The attacker exchanged the loot for 810 ETH earlier than dispersing it.
deBridge, Twister Money and FixedFloat have been used to cover the path.
The decentralized alternate, Raydium, suffered an exploit of roughly USD 1.3 million in 5 legacy liquidity swimming pools on the Solana community, an incident that was reported on June 10, 2026. The exploit originated in a vulnerability current in outdated variations of Raydium’s AMM V3, a system that has been deprecated since 2021.
The attacker created a pretend LP token and used it to use a flaw within the validation of sensible contracts, which verified the provision of the token however not the tackle of emission related. That distinction allowed the attacker to burn the pretend token and will withdraw 100% of the reserves saved in 5 inactive swimming pools of the protocol.
The affected swimming pools have been created in the course of the integration stage with Serum and subsequently discontinued in Solana. Amongst them have been the pairs Sollet USDT-RAY, Sollet ETH-RAY, SRM-RAY, USDC-RAY and RAY-SOL. Altogether, the attacker managed to steal roughly 150,177 RAY, 5,603 SOL and 893,700 USDC.
In line with information from the incident evaluation, the attacker’s pockets was initially funded by way of the KuCoin alternate.

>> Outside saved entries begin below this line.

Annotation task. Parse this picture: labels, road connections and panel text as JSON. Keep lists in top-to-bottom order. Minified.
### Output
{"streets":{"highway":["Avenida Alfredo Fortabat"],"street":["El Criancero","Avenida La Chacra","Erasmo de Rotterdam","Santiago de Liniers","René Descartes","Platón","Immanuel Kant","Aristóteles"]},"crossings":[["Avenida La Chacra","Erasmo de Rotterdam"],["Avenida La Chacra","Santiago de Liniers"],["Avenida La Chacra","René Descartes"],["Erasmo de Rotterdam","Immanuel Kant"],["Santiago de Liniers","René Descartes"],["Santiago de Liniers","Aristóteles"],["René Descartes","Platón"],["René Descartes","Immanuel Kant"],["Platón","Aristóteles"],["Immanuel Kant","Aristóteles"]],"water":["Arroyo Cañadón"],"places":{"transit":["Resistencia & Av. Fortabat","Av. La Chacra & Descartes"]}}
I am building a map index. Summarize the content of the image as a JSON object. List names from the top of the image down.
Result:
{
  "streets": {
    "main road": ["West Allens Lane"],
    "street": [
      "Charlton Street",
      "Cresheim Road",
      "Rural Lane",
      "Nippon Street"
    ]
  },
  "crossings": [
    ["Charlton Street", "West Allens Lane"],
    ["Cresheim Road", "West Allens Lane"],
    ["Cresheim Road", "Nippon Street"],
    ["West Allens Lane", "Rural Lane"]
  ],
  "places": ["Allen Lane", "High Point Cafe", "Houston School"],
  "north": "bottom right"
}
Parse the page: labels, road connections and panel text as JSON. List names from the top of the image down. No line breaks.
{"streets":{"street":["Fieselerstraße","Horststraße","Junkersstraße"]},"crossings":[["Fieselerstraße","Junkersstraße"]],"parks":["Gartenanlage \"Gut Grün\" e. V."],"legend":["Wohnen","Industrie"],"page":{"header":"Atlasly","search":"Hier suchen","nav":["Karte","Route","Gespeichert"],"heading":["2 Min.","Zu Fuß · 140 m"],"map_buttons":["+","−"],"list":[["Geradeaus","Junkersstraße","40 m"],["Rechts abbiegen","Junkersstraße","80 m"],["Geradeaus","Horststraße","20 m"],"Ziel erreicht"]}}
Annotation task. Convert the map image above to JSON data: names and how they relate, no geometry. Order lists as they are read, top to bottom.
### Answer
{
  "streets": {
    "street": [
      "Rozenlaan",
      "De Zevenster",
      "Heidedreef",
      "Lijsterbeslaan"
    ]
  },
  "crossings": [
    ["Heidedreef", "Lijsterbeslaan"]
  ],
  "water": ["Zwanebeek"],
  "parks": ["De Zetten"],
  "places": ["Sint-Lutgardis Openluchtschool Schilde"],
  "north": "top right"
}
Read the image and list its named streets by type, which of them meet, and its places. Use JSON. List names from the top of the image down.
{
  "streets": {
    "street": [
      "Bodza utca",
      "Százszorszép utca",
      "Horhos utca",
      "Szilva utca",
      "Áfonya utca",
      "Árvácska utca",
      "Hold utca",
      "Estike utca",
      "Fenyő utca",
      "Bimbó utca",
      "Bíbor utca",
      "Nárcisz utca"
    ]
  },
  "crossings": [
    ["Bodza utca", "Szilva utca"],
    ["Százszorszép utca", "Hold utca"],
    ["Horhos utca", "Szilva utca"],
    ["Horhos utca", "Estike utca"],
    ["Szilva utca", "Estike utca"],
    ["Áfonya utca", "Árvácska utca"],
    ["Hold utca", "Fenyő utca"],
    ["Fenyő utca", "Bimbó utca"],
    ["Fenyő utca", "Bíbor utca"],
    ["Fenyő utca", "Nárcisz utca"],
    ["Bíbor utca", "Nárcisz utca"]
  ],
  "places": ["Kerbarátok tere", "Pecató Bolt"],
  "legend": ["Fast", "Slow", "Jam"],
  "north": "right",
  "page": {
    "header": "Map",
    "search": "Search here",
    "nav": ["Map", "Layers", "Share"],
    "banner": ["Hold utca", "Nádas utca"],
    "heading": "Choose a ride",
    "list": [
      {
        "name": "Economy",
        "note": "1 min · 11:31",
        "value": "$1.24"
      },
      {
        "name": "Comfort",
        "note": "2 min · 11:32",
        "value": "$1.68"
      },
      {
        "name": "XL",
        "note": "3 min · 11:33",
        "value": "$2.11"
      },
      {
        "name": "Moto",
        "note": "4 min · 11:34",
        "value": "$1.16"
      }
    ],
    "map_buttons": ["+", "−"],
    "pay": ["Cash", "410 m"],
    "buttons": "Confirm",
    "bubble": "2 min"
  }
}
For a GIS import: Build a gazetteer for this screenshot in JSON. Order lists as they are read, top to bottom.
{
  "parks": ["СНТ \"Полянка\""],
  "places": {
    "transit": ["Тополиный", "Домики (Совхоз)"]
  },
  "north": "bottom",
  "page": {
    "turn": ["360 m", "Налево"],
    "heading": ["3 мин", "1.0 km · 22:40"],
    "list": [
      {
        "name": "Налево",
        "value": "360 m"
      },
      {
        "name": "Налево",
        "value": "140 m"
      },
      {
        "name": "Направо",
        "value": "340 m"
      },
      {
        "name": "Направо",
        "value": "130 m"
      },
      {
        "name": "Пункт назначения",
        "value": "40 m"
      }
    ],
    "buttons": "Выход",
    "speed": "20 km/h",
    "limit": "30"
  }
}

Subsequently, the funds have been transferred to the Ethereum community by way of the deBridge protocol, the place The attacker transformed roughly 810 ETH earlier than dispersing it by way of mixing companies corresponding to Twister Money and FixedFloat to make them troublesome to trace.
Raydium confirmed the incident by way of its technical group and highlighted that no lively customers have been affected. The reason being that the compromised swimming pools weren’t accessible from its interface, SDK or DApp for years, since that they had been faraway from operation after inner protocol migrations. In response, The group introduced that it’s going to reimburse 100% of the losses with funds from its treasury and that it’s going to allow a complaints system by way of a public spreadsheet, whereas reviewing different outdated applications to verify that the vulnerability doesn’t lengthen to lively variations.
The incident reopens the talk concerning the persistence of the so-called “zombie code” in DeFi, that’s, sensible contracts which are deserted however stay executable on cryptocurrency networks. Though they aren’t half of the particular operation of the protocols, they could retain locked worth or weak logic that continues to be uncovered indefinitely.
Likewise, past the particular influence, The case is a part of a broader pattern inside the ecosystem. In April 2026 alone, greater than 34 hacks have been recorded in decentralized finance protocols, with losses that reached roughly USD 635 million, accounting for 78% of the entire stolen to date this yr, as reported by CriptoNoticias. In that very same interval, incidents corresponding to Drift Protocol or Kelp DAO confirmed that assault vectors vary from governance failures to crucial infrastructure compromises, increasing the danger floor throughout the sector.
On this context, The Raydium exploit doesn’t stand out for its magnitude, however for its nature: It didn’t have an effect on lively techniques of the protocol, however moderately parts that continued to be executable within the chain regardless of having been taken out of use. Most of these incidents reinforce an more and more seen dynamic in DeFi, the place danger is just not restricted to the infrastructure in operation, however also can emerge from contracts that stay accessible even when they’re now not a part of the every day operation of the protocol.